In May 5 comments to the Register following last week’s election of Fra’ Giacomo Dalla Torre del Tempio di Sanguinetto as the Order’s new interim leader, Archbishop Angelo Becciu said “for a thousand years the Order of Malta has been considered ‘religious’” and so the idea it “would not be religious is unthinkable.”
“From the very foundation of the Order, the tuitio Fidei [defense of the faith] and the obsequium pauperum [service to the poor], its two pillars, were never separate, nor can they be separated,” Archbishop Becciu said.
“This was the desire of Blessed Gérard [the Order’s 12th century founder] and has always been the tradition of the Knights of Malta,” he added.
The comments of the Italian archbishop, whom Pope Francis appointed in February as his representative to the Order, will reassure those who feared that a faction of knights, led by its German members and Grand Chancellor Albrecht von Boeselager, wanted to lead the ancient institution into becoming a quasi-secular non-governmental organization, possibly splitting it into religious and humanitarian branches.

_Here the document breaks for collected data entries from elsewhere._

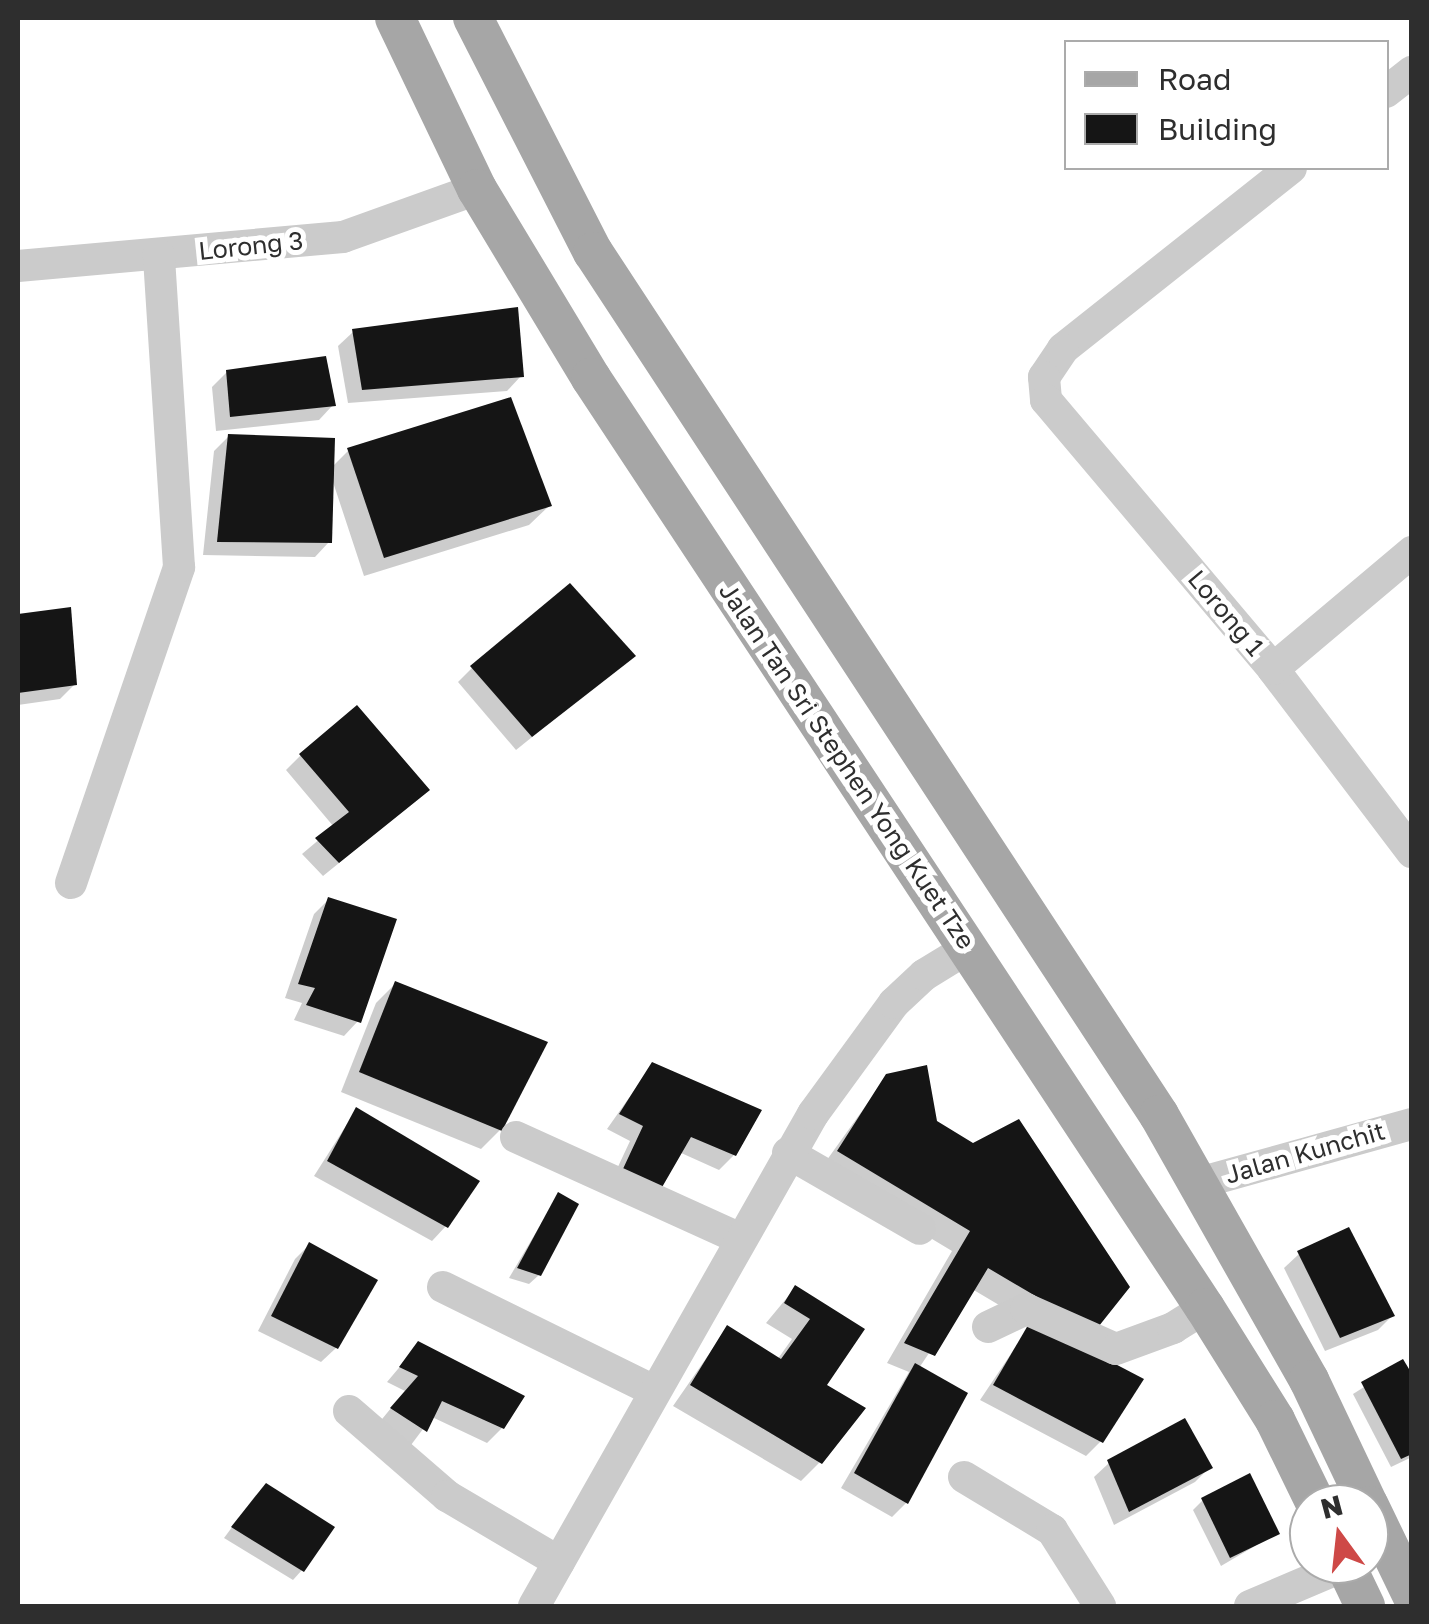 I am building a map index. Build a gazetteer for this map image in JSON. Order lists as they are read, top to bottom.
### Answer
{
  "streets": {
    "main road": ["Jalan Tan Sri Stephen Yong Kuet Tze"],
    "street": ["Lorong 3", "Lorong 1", "Jalan Kunchit"]
  },
  "crossings": [
    ["Lorong 3", "Jalan Tan Sri Stephen Yong Kuet Tze"]
  ],
  "legend": ["Road", "Building"],
  "north": "top"
} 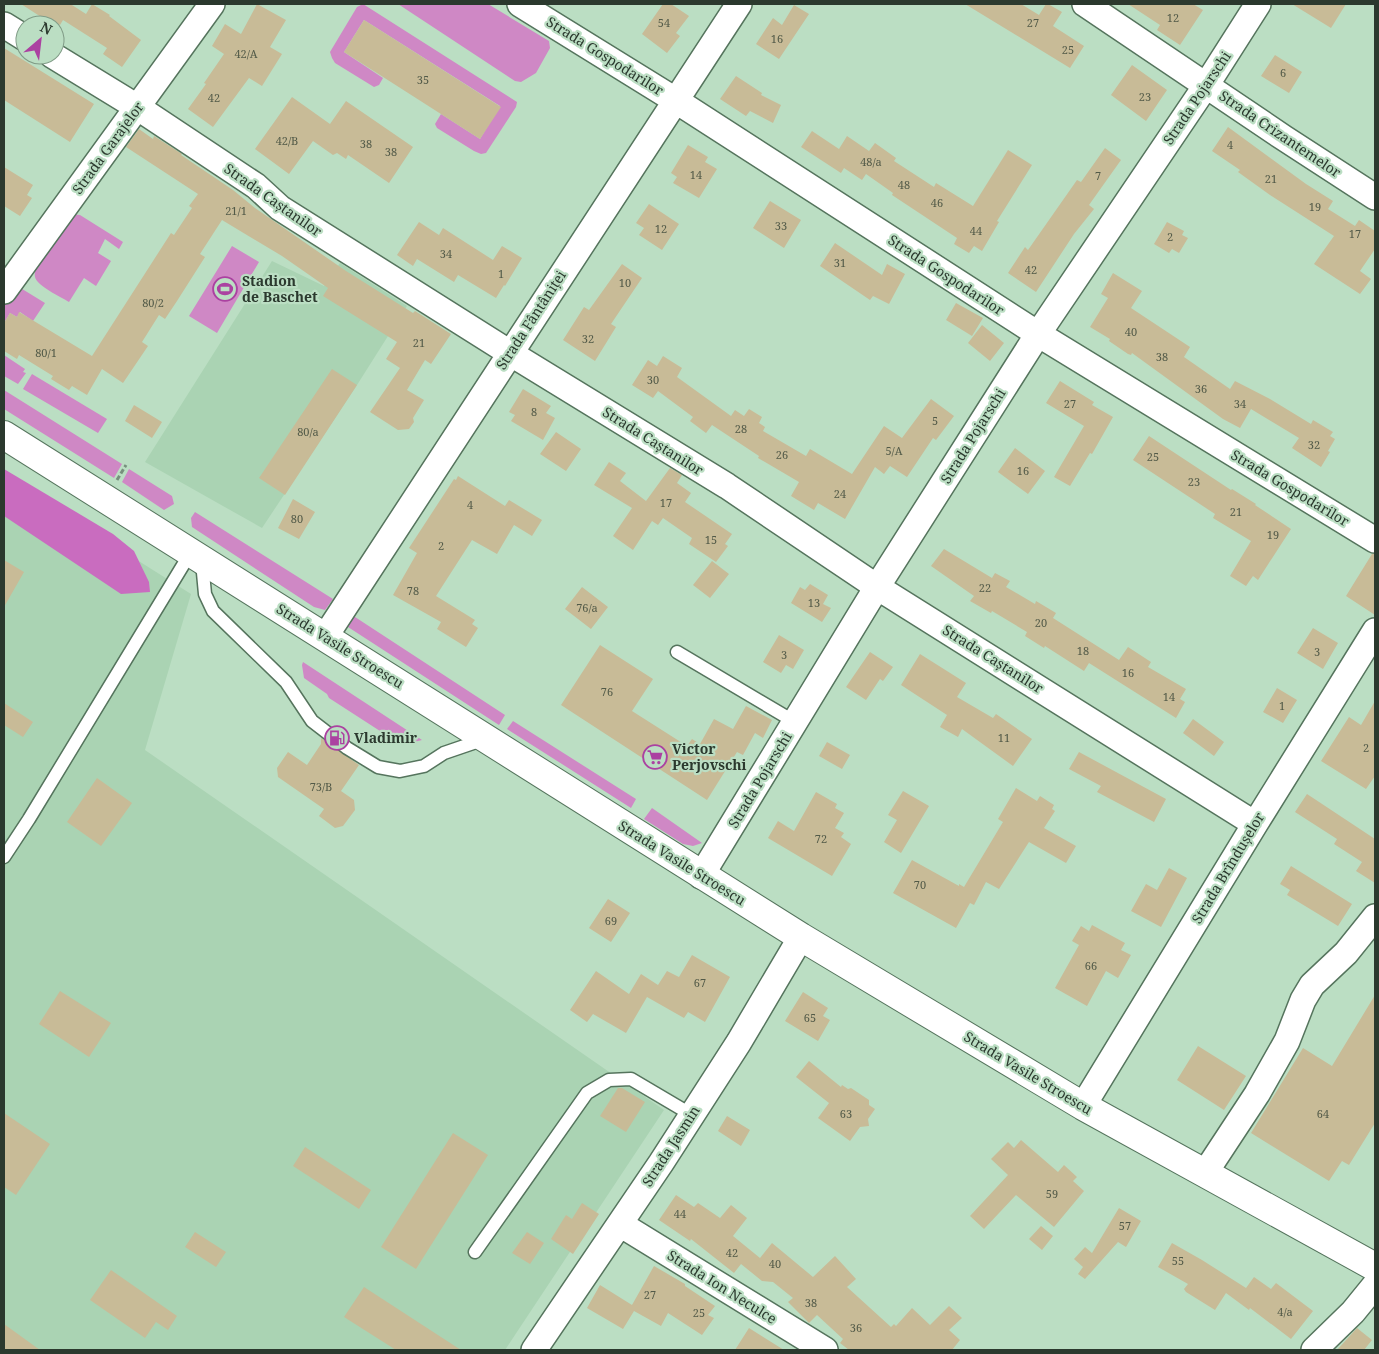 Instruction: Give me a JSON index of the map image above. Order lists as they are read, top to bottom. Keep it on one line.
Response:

Many of the Order’s professed members, who take an oath of poverty, chastity and obedience, were also reassured last week when Archbishop Becciu spent a whole day listening to their concerns individually, including those of the former Grand Master, Fra’ Matthew Festing. They were additionally impressed by his speech, delivered just ahead of the April 29 election, which further set them at ease.
Numbering just 55 in total, only the professed members can currently rise to the rank of Grand Master and lead the organization. None of the Order’s German members is professed, but are allegedly keen to “modernize” it and so are trying to change this rule in order to take over the reins of the Order.
Fra' Giacomo's challenges
This will be a key challenge facing seventy-three year old Fra’ Giacomo, a classics, archaeology and art history scholar. Elected for one year to lead the Order of Malta, he will assume all the powers of the Grand Master, although his official title is “Lieutenant”.

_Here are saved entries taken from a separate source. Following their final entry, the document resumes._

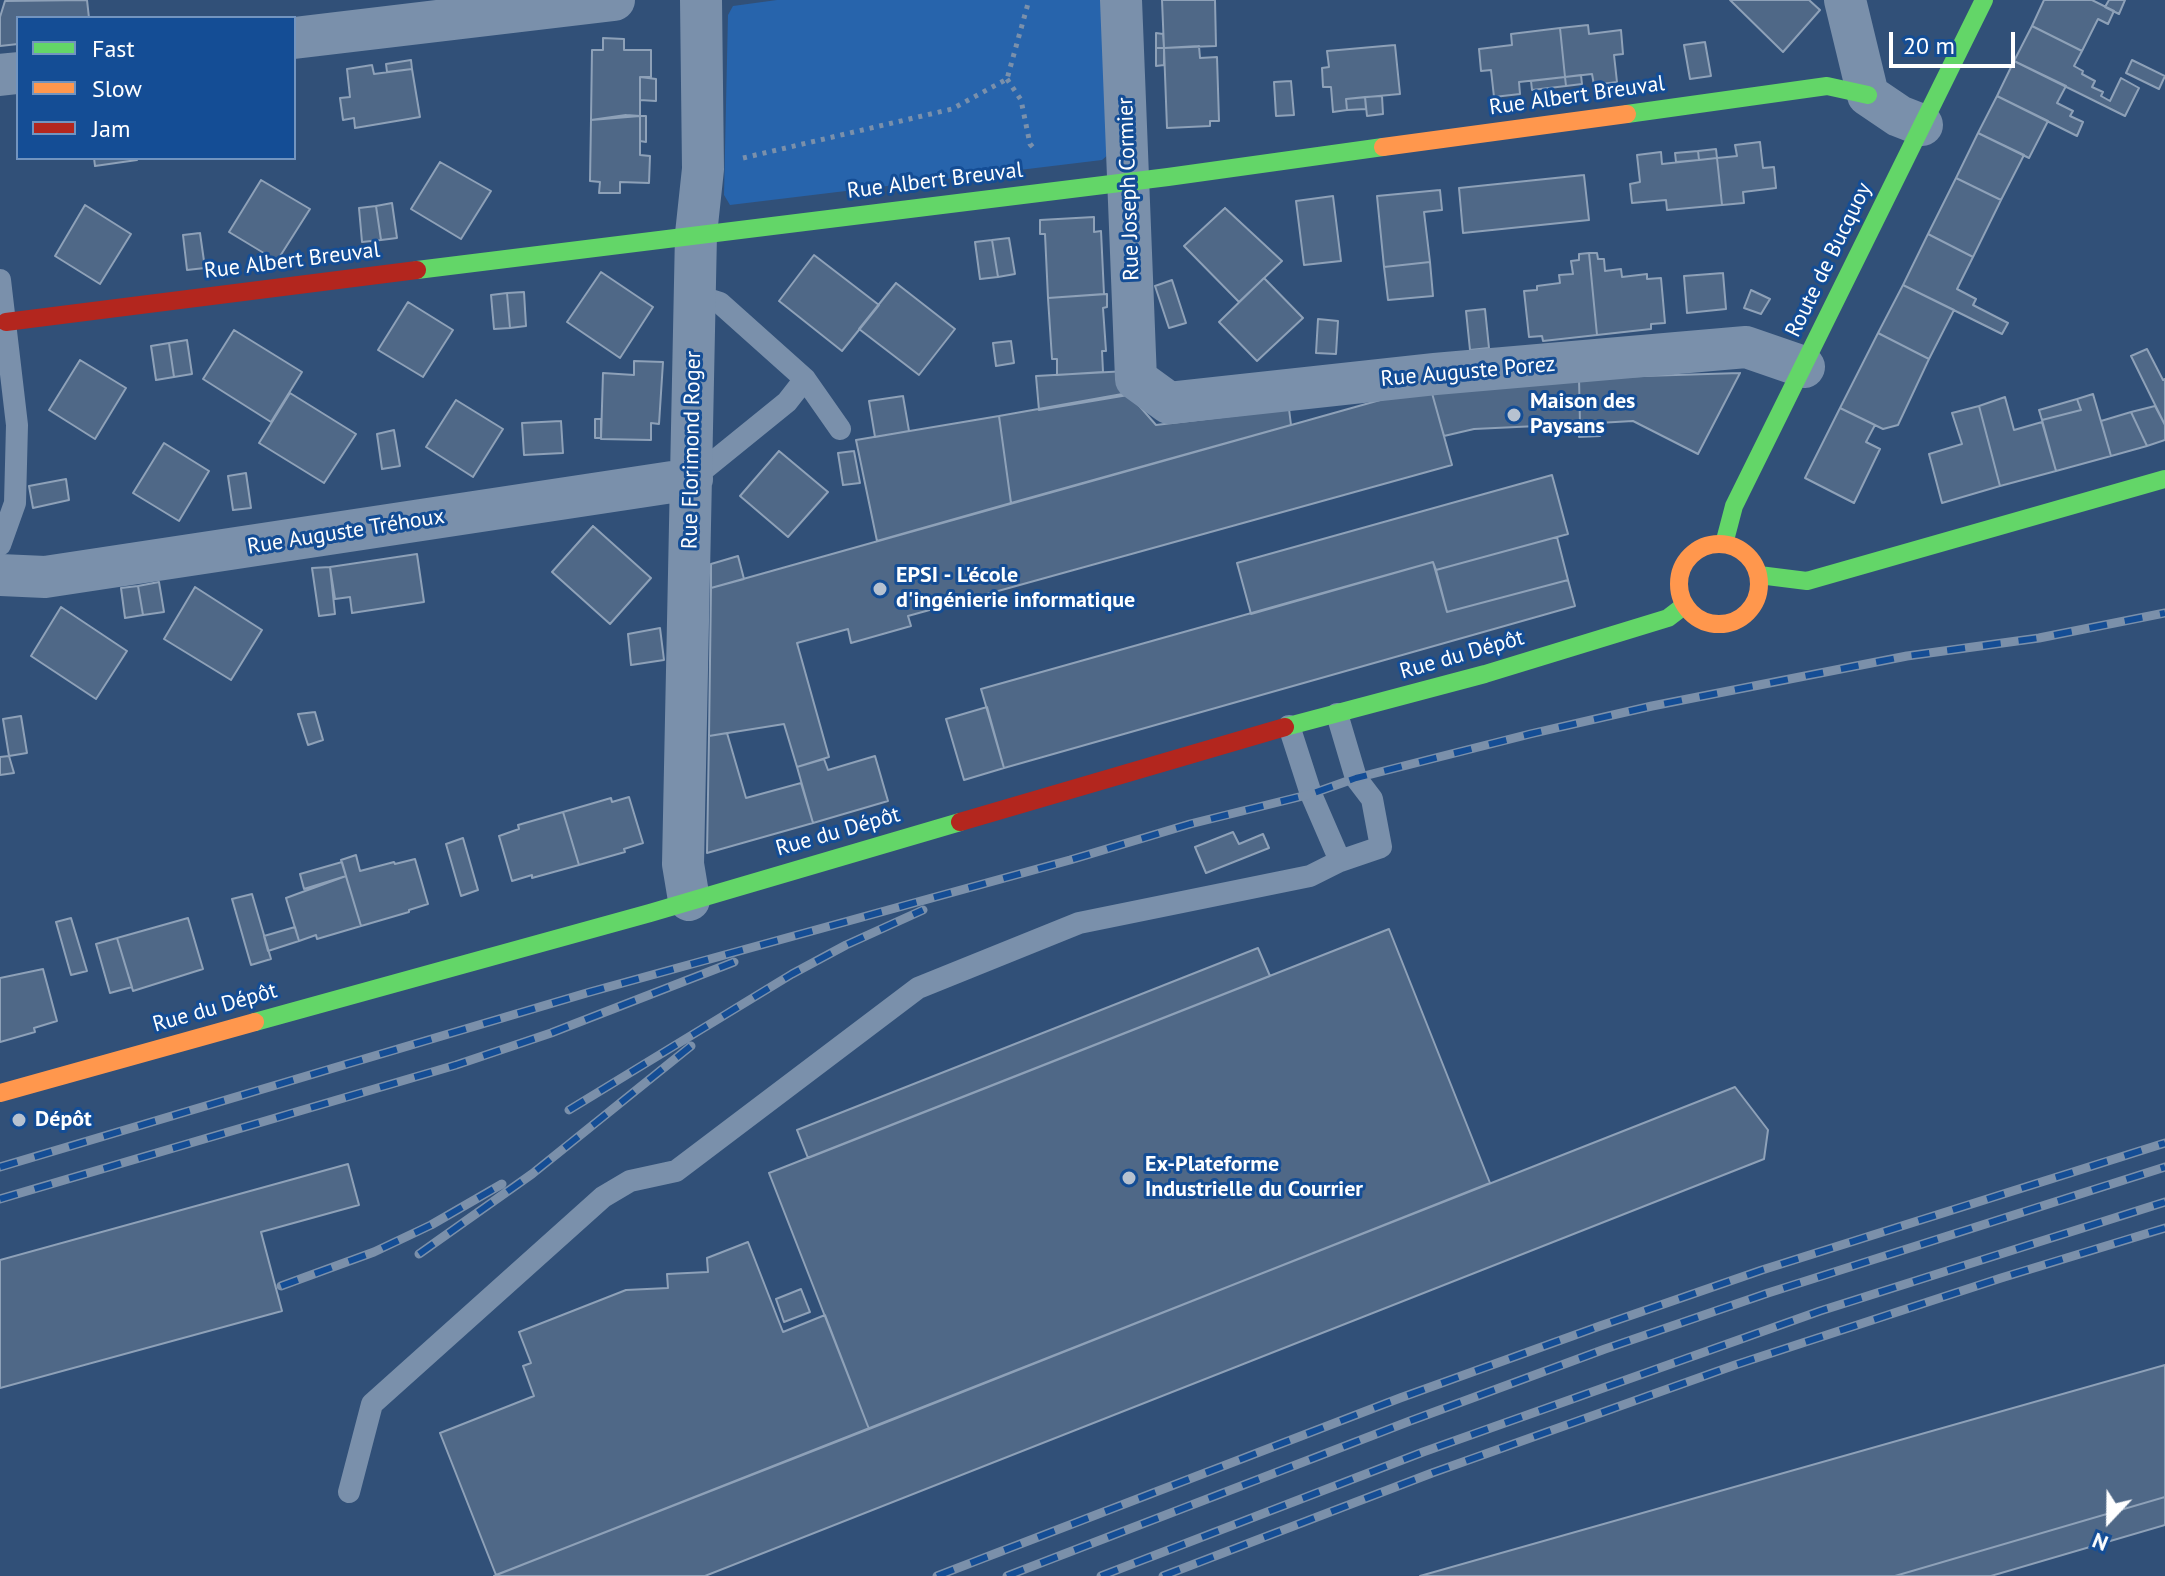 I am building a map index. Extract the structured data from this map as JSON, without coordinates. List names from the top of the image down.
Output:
{
  "streets": {
    "main road": ["Rue Albert Breuval", "Route de Bucquoy", "Rue du Dépôt"],
    "street": [
      "Rue Joseph Cormier",
      "Rue Auguste Porez",
      "Rue Florimond Roger",
      "Rue Auguste Tréhoux"
    ]
  },
  "crossings": [
    ["Rue Albert Breuval", "Rue Joseph Cormier"],
    ["Rue Albert Breuval", "Rue Florimond Roger"],
    ["Rue Joseph Cormier", "Rue Auguste Porez"],
    ["Route de Bucquoy", "Rue Auguste Porez"],
    ["Route de Bucquoy", "Rue du Dépôt"],
    ["Rue Florimond Roger", "Rue Auguste Tréhoux"],
    ["Rue Florimond Roger", "Rue du Dépôt"]
  ],
  "places": [
    "Maison des Paysans",
    "EPSI - L'école d'ingénierie informatique",
    "Dépôt",
    "Ex-Plateforme Industrielle du Courrier"
  ],
  "legend": ["Fast", "Slow", "Jam"],
  "scale_bar": "20 m",
  "north": "bottom"
}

The sovereign institution, which dates back to the Crusades, has diplomatic relations with 106 countries, 13,500 members, and more than 100,000 volunteers and employees serving the poor and the sick around the world.
Fra’ Giacomo’s first engagement will be leading the Order’s 59th pilgrimage to Lourdes May 5-9, one of the Order’s most significant moments in its spiritual life, during which 7,000 members and volunteers from all over the world will assist around 1,500 sick and disabled pilgrims.
As well as advancing its diplomatic, social and humanitarian activities, one of Fra’ Giacomo’s main tasks will be to reform the Order’s Constitution and Code, addressing “potential institutional weaknesses,” according to an April 29 statement.
Referring to the dismissal and later reinstatement of Von Boeselager and the forced resignation of Fra’ Matthew as Grand Master, the statement said the recent crisis had “shown some weaknesses in the checks and balances in governance” and the reform “will take this into consideration.”
These weaknesses are also said to include aspects of Fra’ Matthew’s governance which some critics deemed authoritarian and violated the Order’s constitution. But that aside, reforms were widely seen as needed, and Fra’ Matthew had wanted to make them himself.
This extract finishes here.